March 31, 2016

Interstate Compact on Placement of Children Does Not Apply to Out-of-State Placement with Parent

Eva J. Klain

The views expressed herein have not been approved by the House of Delegates or the Board of Governors of the American Bar Association, and accordingly, should not be construed as representing the policy of the American Bar Association.

In re S.R.C.-Q, 2016 WL 683242 (Kan. Ct. App.).

In a matter of first impression, the Kansas Court of Appeals ruled the Interstate Compact on Placement of Children (ICPC) applies only to out-of-state placements of children in foster care or preliminary to a possible adoption, not to out-of-state placements with a parent. The trial court did not abuse its discretion when it released the child from the child welfare agency’s custody and placed her with her mother in Wisconsin.

S.R.C.-Q. was born in Wisconsin in 2012, where she and her mother lived with her maternal grandmother. Two years later, father’s paternity was confirmed through testing as part of a paternity case in Kansas. The mother and daughter traveled to Kansas multiple times to spend time with father and eventually relocated to reside with him. 

Shortly after, father filed a petition for protection from abuse, alleging that mother hit him in the head with a knife, threatened to harm herself, and was otherwise dangerous to herself and to the child. The trial court entered a temporary order of protection and placed S.R.C.-Q. in the father’s custody. The court entered a final order of protection from abuse protecting father from mother and ordered temporary custody of S.R.C .-Q. to continue with father pending a final plan in the paternity case.

However, temporary emergency orders later placed S.R.C.-Q. in the child welfare agency’s custody. Mother entered a plea in her criminal case and was sentenced to unsupervised probation. She then moved back to Wisconsin to reside with S.R.C–Q.’s maternal grandmother.

 Mother challenged the district court’s jurisdiction over S.R.C.-Q. under the Uniform Child Custody Jurisdiction and Enforcement Act (UCCJEA). Through the relevant processes, Wisconsin released jurisdiction to Kansas to determine all matters. The district court then ordered an expedited placement decision from Wisconsin under the provisions of the Interstate Compact on the Placement of Children (ICPC). The ICPC establishes uniform legal and administrative procedures governing the interstate placement of children by nonparents. 
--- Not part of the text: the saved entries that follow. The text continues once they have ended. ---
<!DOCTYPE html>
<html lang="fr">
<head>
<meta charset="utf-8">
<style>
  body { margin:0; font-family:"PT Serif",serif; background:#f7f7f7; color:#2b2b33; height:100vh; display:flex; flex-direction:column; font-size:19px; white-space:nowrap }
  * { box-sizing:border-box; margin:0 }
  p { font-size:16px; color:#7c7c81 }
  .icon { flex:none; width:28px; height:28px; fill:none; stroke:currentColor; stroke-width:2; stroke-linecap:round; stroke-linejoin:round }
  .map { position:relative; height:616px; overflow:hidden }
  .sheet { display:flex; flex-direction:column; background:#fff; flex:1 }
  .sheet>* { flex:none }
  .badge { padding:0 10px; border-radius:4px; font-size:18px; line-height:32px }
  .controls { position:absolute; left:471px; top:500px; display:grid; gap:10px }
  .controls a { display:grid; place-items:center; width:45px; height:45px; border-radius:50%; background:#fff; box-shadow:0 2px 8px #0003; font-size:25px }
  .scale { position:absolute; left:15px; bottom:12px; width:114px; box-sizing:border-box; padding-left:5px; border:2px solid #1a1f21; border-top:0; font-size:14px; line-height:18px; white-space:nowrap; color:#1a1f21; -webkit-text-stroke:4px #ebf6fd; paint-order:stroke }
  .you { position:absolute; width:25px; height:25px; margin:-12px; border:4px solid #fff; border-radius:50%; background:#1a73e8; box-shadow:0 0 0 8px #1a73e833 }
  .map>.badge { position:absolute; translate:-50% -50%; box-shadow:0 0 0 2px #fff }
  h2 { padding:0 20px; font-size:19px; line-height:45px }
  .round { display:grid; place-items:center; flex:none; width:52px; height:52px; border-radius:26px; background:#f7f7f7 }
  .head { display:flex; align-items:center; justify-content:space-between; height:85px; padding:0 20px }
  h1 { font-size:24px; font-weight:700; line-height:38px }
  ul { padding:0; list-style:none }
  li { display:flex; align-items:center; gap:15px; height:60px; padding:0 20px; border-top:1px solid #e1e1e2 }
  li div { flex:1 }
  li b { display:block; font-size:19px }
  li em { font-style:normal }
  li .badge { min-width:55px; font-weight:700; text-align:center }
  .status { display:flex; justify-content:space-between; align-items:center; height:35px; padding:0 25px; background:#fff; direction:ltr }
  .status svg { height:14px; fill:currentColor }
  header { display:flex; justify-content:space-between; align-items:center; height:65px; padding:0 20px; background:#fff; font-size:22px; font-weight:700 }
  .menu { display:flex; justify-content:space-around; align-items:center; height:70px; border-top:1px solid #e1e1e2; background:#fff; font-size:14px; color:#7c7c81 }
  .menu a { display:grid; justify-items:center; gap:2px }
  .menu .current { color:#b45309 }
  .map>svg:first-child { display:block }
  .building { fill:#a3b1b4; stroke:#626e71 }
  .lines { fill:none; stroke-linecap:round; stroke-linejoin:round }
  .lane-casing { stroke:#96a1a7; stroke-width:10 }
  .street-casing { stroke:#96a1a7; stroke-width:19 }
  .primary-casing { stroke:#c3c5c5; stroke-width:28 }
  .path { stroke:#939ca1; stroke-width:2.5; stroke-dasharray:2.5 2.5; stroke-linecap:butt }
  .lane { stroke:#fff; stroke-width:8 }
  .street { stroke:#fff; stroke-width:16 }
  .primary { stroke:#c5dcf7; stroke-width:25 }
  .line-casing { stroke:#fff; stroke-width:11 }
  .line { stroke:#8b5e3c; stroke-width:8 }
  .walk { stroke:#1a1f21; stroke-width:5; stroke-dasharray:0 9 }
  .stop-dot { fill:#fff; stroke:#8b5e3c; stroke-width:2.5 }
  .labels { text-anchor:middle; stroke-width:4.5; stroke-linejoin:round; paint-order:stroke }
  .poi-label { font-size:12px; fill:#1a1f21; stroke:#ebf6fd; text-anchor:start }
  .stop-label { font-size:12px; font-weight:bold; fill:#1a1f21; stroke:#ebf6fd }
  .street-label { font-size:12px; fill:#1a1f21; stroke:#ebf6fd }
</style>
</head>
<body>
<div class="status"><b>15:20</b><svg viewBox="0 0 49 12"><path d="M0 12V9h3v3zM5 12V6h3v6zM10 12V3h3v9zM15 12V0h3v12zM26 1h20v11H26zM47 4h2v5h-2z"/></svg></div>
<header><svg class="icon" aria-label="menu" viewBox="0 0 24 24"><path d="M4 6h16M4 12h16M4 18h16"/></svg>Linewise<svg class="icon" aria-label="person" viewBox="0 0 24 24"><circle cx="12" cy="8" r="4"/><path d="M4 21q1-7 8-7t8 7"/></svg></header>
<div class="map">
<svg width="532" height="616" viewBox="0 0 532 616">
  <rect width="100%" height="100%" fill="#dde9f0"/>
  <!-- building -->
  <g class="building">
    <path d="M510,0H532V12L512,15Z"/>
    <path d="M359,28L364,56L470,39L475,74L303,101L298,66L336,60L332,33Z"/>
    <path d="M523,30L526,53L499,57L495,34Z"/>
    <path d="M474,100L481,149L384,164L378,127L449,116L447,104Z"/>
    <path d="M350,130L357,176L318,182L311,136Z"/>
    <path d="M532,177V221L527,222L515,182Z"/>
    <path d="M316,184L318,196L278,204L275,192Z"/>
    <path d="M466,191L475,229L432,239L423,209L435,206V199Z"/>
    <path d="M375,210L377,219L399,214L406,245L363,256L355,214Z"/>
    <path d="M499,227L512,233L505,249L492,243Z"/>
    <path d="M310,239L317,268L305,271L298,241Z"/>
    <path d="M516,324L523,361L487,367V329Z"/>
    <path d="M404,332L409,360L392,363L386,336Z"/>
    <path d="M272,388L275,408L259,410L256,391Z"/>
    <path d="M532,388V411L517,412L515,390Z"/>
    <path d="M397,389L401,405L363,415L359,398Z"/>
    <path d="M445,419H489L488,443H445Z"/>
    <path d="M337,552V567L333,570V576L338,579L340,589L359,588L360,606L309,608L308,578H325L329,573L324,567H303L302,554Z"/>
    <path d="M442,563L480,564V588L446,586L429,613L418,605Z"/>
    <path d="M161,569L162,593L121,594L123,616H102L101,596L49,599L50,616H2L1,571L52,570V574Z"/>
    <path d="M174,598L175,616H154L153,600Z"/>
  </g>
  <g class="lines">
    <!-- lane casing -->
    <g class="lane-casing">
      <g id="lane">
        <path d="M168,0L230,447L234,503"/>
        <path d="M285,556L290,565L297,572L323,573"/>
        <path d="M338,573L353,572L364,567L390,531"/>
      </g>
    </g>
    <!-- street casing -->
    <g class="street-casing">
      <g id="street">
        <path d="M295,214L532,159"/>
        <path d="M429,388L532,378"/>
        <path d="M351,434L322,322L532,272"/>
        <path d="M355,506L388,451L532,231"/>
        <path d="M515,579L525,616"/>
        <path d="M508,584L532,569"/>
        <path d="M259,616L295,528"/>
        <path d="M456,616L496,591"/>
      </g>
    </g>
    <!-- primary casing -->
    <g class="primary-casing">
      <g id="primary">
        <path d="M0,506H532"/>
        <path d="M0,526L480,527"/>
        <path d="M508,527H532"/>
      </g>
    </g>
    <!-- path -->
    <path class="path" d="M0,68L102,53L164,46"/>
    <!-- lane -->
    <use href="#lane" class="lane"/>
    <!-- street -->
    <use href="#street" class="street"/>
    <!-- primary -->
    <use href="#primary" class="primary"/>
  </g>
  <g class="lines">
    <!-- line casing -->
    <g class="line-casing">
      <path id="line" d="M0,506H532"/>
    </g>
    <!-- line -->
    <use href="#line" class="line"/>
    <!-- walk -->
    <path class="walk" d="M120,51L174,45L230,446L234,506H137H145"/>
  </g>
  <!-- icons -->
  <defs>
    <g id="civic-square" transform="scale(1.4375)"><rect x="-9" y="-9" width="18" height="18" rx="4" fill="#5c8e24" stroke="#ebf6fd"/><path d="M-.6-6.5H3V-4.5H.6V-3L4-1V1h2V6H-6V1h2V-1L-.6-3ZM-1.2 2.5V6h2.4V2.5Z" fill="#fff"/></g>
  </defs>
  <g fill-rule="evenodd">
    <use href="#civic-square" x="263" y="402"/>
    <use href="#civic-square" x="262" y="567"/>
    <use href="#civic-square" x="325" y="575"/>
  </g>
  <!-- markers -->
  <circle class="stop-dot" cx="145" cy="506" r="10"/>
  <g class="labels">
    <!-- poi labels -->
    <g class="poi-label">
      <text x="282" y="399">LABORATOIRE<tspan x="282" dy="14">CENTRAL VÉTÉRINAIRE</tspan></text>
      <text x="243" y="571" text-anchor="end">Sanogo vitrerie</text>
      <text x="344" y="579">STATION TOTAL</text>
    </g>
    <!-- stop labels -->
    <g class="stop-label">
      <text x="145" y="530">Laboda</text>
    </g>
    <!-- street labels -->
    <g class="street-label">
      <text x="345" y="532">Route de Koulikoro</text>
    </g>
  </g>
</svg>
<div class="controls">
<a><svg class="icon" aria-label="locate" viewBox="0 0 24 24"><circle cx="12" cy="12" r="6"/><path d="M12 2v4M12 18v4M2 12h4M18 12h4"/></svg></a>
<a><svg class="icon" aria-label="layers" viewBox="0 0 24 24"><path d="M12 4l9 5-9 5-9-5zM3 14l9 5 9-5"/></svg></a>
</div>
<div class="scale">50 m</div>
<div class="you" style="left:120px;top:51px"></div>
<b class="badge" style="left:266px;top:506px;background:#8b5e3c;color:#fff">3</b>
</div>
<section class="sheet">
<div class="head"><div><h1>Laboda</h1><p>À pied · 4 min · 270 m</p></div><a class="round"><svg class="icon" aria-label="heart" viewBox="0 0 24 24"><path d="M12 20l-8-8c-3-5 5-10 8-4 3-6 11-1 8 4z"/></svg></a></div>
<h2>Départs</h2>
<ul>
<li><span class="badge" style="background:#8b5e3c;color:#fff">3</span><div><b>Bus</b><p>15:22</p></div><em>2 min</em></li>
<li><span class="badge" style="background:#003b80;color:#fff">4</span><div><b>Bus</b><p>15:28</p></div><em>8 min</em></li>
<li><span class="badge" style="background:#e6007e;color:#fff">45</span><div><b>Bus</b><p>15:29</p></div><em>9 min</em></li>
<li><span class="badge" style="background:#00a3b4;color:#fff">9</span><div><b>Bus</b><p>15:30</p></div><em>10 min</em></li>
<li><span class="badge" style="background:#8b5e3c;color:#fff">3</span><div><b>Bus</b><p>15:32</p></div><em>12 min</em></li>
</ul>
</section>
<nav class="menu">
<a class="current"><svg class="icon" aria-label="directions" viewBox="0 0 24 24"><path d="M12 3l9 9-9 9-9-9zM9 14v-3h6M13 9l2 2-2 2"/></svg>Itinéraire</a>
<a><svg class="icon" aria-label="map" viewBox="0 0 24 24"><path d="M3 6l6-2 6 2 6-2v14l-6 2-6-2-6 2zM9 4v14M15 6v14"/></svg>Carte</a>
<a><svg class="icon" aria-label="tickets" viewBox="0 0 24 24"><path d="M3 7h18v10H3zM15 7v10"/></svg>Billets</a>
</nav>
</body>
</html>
 The Kansas court adjudicated S.R.C.-Q. dependent and agency custody was continued, with the child placed with the paternal grandparents in Kansas. Mother and father each entered into service plans to address mental health, domestic violence, housing, employment, and parenting skills. Mother complied with the requirements of her service plan except for missing two weekly parenting classes. Father did not complete the batterer’s intervention program as ordered.

 In light of Wisconsin’s failure to respond to the district court’s request for a placement decision pursuant to the ICPC, mother asked the Kansas court to determine whether the ICPC applied to the placement of S.R.C.-Q. in Wisconsin. The court determined the ICPC did not apply when a court sends a child to reside with a parent in another state. Despite receiving Wisconsin’s assessment of mother’s home denying placement of S.R.C.-Q. with mother and citing concerns about her cohabitating boyfriend, the court released the agency’s custody and placed the child with the mother, granting father visitation every two weeks for a two-week period. The court required each parent to continue ongoing treatment and dismissed the case. Father and S.R.C.-Q.’s guardian ad litem appealed.

The guardian ad litem and father argued that under the ICPC, an adverse home study of mother’s home by Wisconsin barred the district court from awarding custody of the child to mother. While the terms of the ICPC as enacted in Kansas explicitly apply to out-of-state placements of children with foster parents or as a precursor to adoption, it does not explicitly apply to out-of-state placements of children with a parent. A state regulation, however, explicitly extends application of the ICPC to out-of-state placements of children with parents when a parent is not making the placement.

The GAL and father argued that because the ICPC is to be construed liberally to achieve its purposes and its primary purpose is to protect children, the ICPC should be construed broadly to include placements with a parent. While no Kansas appellate court has decided whether the ICPC applies to out-of-state placements of children with natural parents, courts in other states are divided in their views.

The Kansas version of the ICPC does not state that it applies to placements with parents. Also, the language in the regulation cited by the GAL and father impermissibly enlarges the application of the ICPC to out-of-state placements with parents beyond the plain language of the statute.

In addition, the Kansas court did not abuse its discretion in not following Wisconsin’s recommendation because the report contained only an allegation of unknown origin with no accompanying investigation. Mother correctly asserted she successfully completed the requirements of her case plan. Thus, the trial court did not abuse its discretion in placing S.R.C.-Q. with her mother in Wisconsin.